- _What is needed_
As the answer, give a copy of each line below that includes the word "they".
___ Material supplied
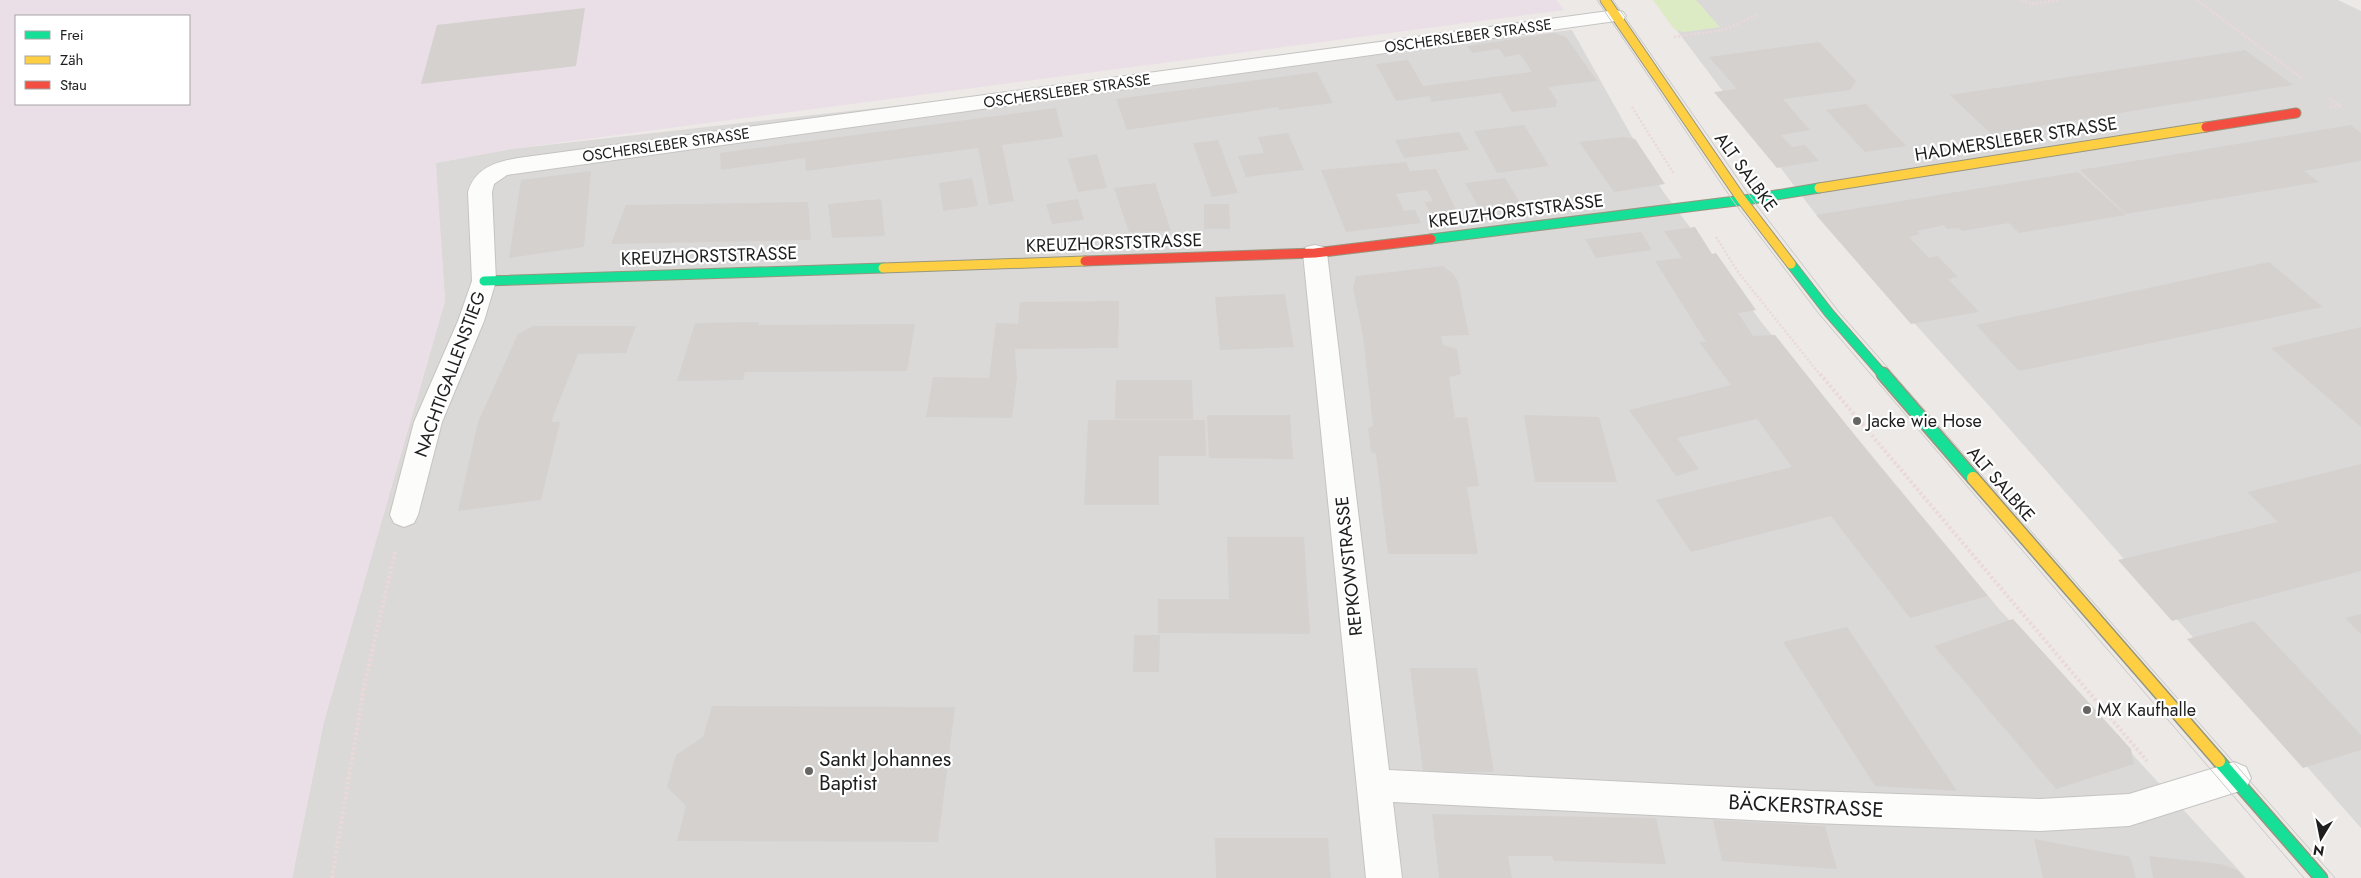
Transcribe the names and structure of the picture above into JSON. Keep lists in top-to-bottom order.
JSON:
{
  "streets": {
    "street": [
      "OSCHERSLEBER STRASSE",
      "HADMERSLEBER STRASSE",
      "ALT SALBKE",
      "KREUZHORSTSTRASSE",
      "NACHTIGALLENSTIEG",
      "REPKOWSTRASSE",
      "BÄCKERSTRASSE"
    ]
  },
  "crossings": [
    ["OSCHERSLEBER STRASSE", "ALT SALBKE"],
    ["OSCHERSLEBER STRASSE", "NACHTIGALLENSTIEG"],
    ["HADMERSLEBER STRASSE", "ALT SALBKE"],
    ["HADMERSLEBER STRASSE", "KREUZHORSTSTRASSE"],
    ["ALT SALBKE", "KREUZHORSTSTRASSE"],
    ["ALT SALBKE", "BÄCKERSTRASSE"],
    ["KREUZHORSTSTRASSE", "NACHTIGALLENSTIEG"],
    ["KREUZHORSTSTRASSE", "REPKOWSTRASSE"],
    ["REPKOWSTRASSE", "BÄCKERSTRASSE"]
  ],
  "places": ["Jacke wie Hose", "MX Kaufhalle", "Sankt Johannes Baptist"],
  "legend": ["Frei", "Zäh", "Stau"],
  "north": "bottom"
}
______
___ Material supplied
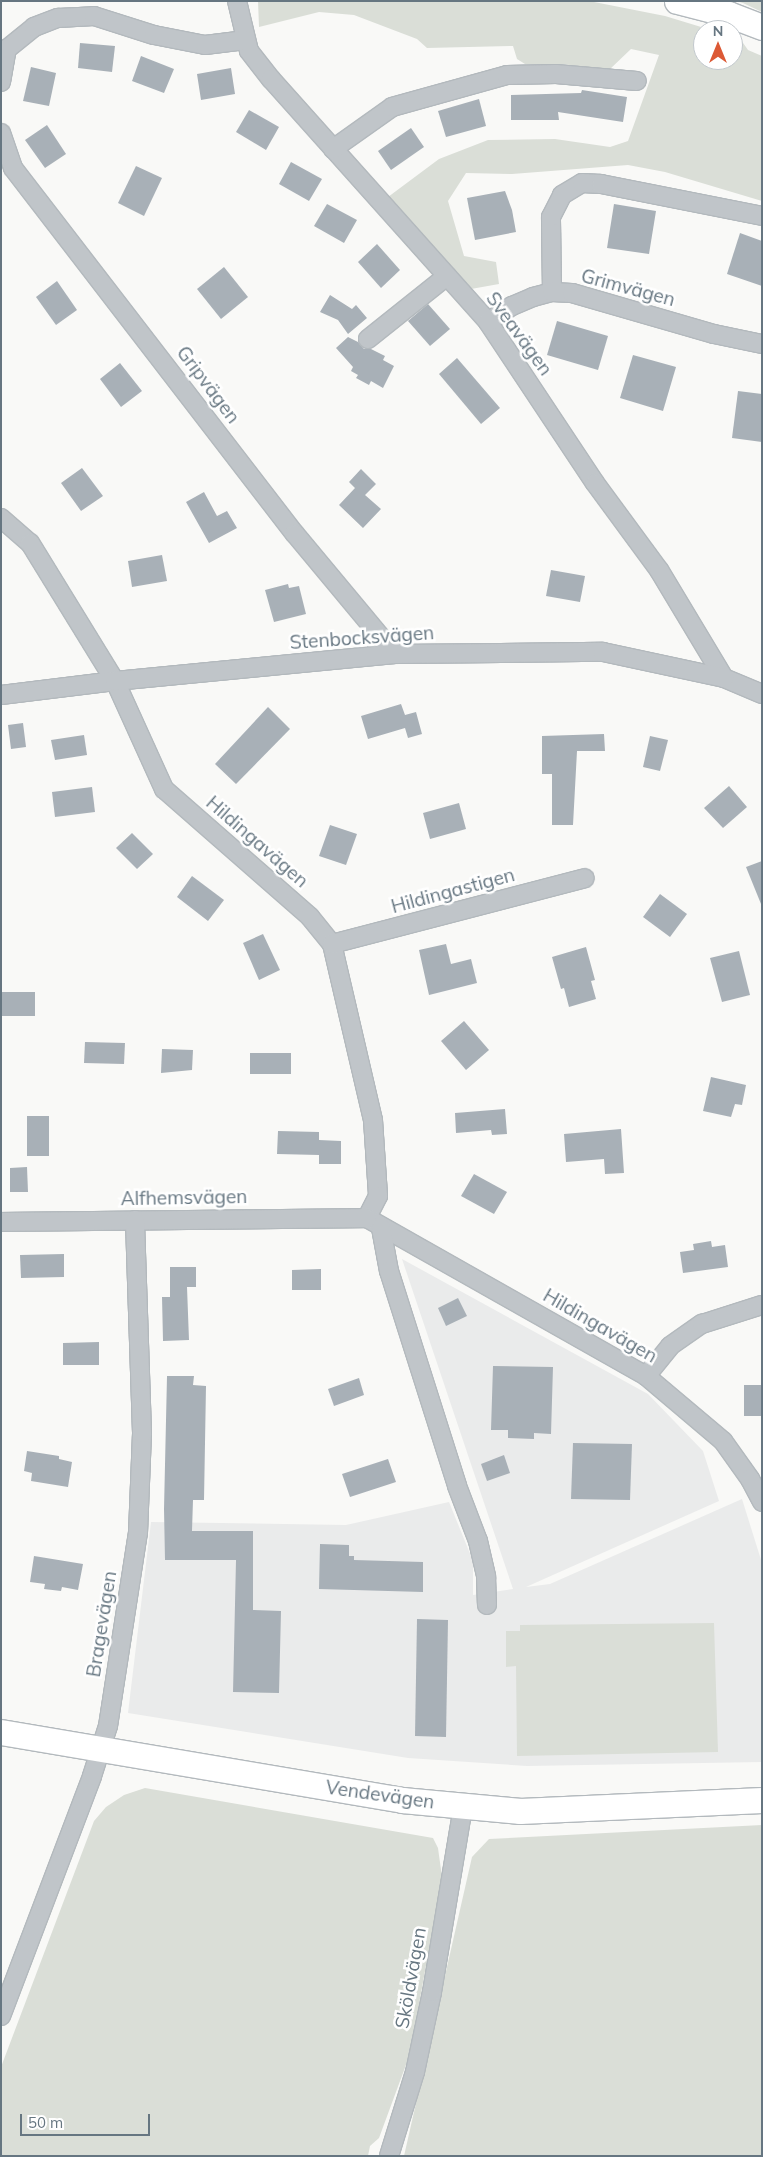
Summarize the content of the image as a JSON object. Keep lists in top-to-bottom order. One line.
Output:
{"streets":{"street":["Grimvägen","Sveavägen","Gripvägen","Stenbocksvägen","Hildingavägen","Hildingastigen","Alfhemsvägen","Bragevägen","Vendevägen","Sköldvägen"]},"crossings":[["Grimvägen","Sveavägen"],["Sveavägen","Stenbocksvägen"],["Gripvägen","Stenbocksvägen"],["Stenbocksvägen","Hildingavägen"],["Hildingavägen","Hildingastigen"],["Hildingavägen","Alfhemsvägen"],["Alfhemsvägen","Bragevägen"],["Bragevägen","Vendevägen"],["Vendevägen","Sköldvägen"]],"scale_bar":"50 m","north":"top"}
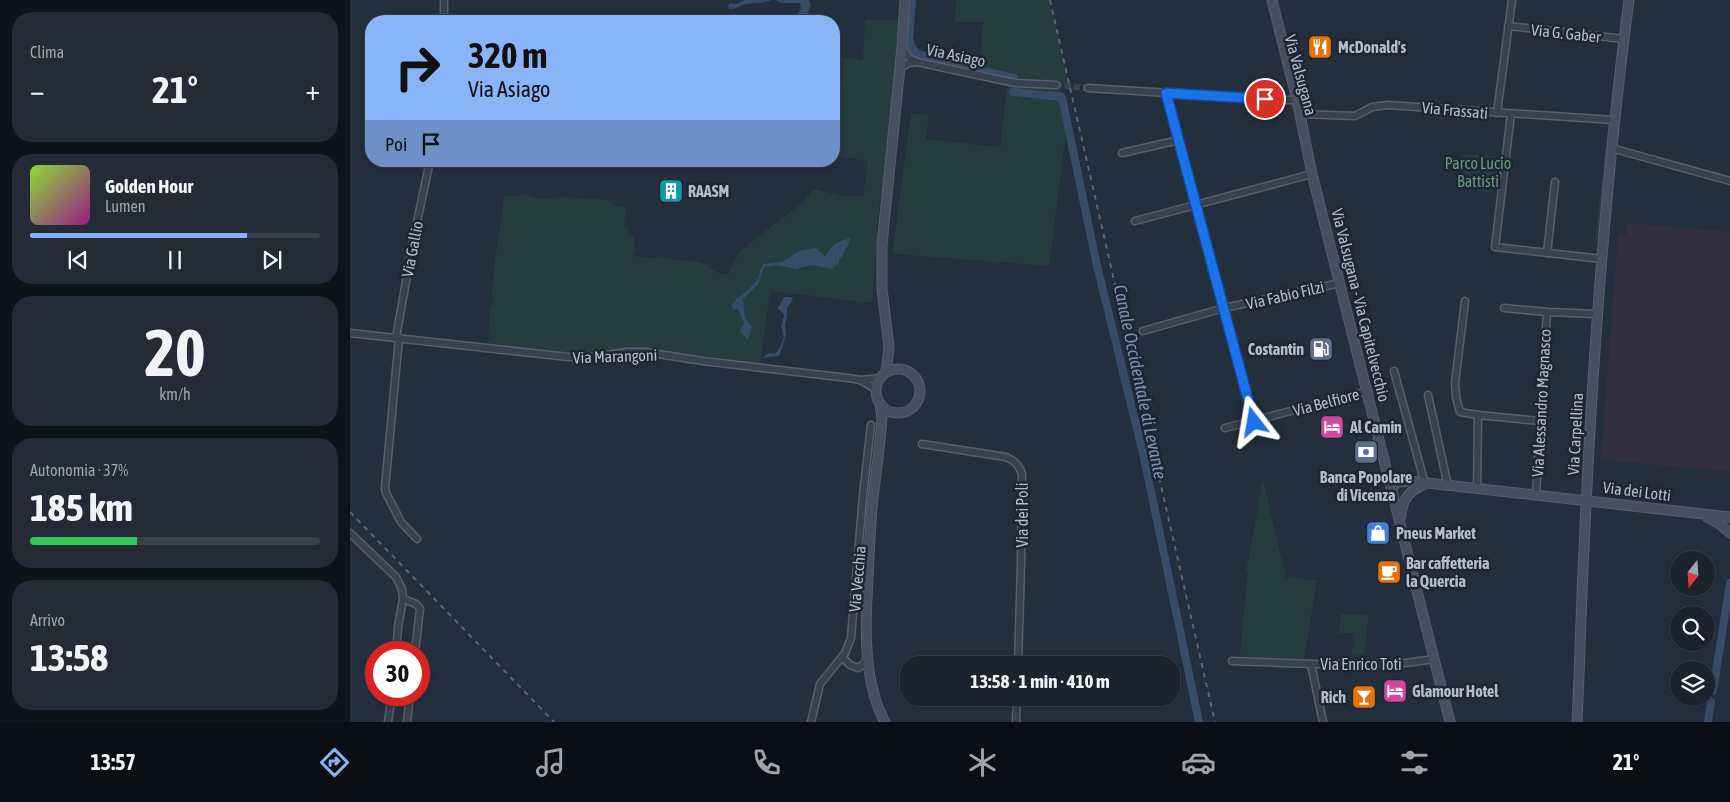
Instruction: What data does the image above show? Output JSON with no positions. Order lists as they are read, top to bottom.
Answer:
______
___ Material supplied
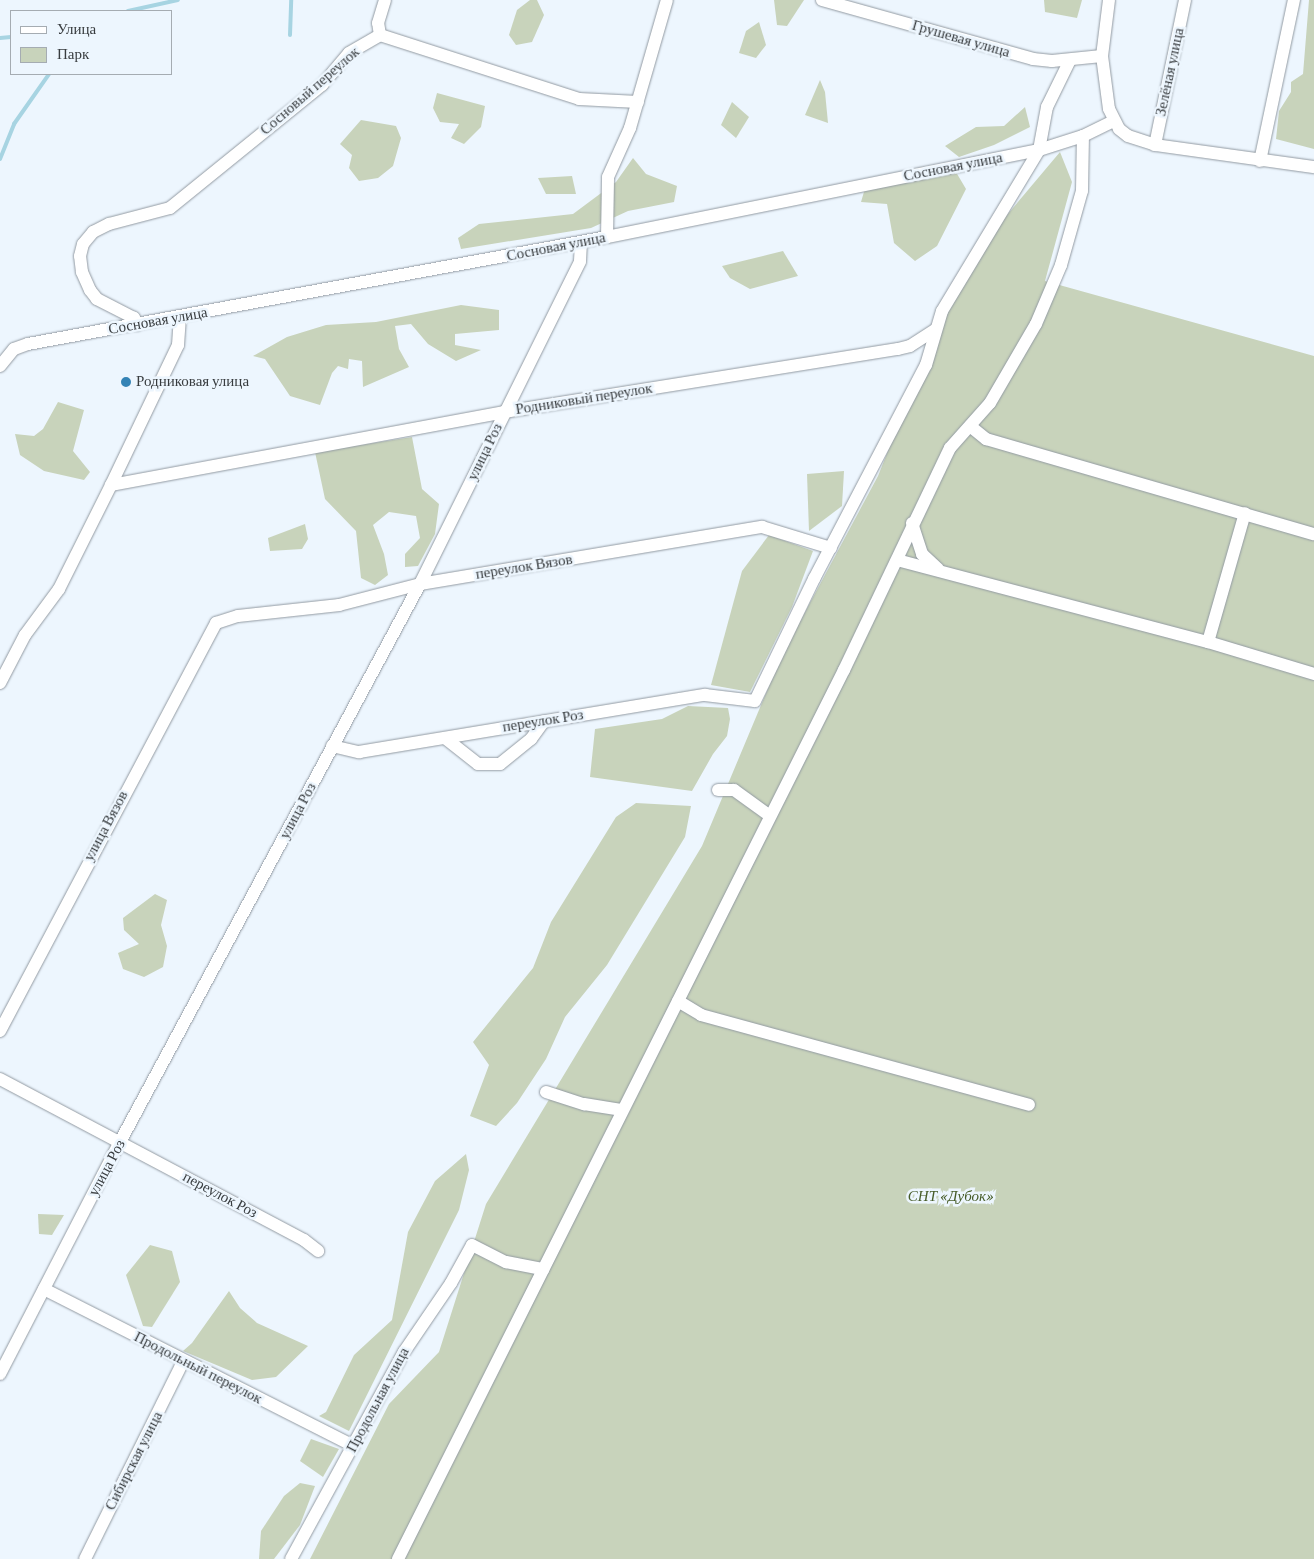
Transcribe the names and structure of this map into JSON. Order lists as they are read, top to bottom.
______
- _Result below_
Instruction: What data does the image above show? Output JSON with no positions. Order lists as they are read, top to bottom.
Transcribe the names and structure of this map into JSON. Order lists as they are read, top to bottom.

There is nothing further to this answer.